For each line in the material below that holds "canvas", copy that line.

■ RECORD EXCERPTS:

········

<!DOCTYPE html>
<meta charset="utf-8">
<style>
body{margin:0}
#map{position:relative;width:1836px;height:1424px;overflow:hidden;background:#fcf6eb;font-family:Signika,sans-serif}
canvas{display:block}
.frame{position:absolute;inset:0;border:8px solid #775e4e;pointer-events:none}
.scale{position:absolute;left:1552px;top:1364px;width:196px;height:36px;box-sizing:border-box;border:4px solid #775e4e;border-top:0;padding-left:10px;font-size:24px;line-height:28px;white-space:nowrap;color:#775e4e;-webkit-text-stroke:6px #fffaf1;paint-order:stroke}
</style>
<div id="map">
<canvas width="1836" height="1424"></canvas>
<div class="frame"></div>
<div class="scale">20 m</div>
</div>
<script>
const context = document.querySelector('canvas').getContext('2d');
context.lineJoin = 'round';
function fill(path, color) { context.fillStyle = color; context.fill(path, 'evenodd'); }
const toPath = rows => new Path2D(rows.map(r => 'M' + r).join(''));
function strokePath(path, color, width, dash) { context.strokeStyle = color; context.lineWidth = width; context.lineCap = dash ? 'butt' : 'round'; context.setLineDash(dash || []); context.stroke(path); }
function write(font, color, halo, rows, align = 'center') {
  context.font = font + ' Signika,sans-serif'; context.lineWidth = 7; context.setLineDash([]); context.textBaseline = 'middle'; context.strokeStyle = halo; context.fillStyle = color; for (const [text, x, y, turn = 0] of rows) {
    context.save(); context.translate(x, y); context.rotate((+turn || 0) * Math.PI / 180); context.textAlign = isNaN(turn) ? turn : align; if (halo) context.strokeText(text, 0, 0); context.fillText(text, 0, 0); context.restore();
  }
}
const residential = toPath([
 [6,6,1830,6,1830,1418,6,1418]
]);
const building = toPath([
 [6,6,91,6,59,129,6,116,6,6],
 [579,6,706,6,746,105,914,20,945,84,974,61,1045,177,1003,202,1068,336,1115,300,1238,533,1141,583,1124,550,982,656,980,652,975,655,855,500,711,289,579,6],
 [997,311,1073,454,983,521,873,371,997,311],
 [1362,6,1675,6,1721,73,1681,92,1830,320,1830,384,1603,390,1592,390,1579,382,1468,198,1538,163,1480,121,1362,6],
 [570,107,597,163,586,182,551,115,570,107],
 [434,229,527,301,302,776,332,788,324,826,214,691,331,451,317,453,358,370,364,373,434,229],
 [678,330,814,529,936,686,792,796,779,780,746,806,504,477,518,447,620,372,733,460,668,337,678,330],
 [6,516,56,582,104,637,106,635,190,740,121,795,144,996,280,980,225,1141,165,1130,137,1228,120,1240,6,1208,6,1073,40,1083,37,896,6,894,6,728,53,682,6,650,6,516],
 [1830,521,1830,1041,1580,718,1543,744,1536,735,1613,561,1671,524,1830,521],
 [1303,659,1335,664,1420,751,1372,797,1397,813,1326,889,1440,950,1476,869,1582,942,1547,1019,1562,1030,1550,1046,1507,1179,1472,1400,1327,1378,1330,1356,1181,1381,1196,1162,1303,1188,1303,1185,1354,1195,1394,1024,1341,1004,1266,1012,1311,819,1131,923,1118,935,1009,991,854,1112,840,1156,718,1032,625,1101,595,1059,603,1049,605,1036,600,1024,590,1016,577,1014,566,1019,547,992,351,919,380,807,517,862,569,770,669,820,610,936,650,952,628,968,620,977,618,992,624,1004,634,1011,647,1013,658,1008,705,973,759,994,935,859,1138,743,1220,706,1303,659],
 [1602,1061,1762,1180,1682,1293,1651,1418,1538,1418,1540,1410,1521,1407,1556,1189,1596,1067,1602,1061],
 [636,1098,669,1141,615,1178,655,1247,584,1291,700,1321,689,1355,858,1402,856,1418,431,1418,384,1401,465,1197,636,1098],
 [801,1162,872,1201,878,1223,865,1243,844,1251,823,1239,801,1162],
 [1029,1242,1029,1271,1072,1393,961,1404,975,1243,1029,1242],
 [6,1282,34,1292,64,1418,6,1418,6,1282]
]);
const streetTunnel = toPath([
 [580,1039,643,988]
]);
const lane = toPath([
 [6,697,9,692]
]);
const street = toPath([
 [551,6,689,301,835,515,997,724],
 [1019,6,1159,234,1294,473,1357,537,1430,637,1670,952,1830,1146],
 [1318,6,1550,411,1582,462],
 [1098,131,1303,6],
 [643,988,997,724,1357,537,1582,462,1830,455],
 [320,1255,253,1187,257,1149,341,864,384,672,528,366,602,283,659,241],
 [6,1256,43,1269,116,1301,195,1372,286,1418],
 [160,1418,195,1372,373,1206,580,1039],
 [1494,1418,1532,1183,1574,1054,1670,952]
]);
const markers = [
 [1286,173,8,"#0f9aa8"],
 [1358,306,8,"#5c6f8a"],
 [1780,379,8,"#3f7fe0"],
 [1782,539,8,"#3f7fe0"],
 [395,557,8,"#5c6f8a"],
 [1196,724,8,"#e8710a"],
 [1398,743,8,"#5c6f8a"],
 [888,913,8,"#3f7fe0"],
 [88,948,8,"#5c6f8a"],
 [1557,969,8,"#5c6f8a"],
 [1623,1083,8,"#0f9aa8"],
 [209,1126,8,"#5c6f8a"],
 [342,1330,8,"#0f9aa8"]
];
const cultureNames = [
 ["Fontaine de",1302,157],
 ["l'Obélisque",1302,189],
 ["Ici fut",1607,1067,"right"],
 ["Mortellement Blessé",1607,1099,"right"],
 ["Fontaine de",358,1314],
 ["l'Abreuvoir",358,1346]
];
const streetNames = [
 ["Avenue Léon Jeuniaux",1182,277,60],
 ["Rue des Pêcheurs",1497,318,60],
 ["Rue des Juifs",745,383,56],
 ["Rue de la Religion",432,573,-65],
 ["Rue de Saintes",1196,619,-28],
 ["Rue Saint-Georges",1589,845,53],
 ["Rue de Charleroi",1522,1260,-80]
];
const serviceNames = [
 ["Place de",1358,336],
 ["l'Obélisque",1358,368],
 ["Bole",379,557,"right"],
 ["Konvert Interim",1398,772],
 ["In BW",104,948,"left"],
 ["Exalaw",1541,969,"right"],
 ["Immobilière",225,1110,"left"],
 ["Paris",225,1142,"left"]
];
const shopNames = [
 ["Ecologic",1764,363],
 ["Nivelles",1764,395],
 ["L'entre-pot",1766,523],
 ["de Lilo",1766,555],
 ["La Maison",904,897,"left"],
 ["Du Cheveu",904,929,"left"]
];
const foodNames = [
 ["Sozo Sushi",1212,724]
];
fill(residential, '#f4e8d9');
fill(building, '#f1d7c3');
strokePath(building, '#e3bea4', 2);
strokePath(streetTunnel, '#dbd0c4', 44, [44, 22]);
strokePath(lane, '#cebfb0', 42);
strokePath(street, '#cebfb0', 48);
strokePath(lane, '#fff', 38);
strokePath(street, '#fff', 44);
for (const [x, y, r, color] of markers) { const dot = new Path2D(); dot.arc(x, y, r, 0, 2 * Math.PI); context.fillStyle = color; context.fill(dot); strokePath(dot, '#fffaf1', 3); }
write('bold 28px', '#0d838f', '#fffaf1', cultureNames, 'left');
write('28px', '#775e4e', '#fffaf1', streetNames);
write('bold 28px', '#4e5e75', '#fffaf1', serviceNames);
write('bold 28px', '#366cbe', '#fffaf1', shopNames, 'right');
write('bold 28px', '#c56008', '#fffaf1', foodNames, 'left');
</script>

········

■ RESPONSE AREA:
canvas{display:block}
<canvas width="1836" height="1424"></canvas>
const context = document.querySelector('canvas').getContext('2d');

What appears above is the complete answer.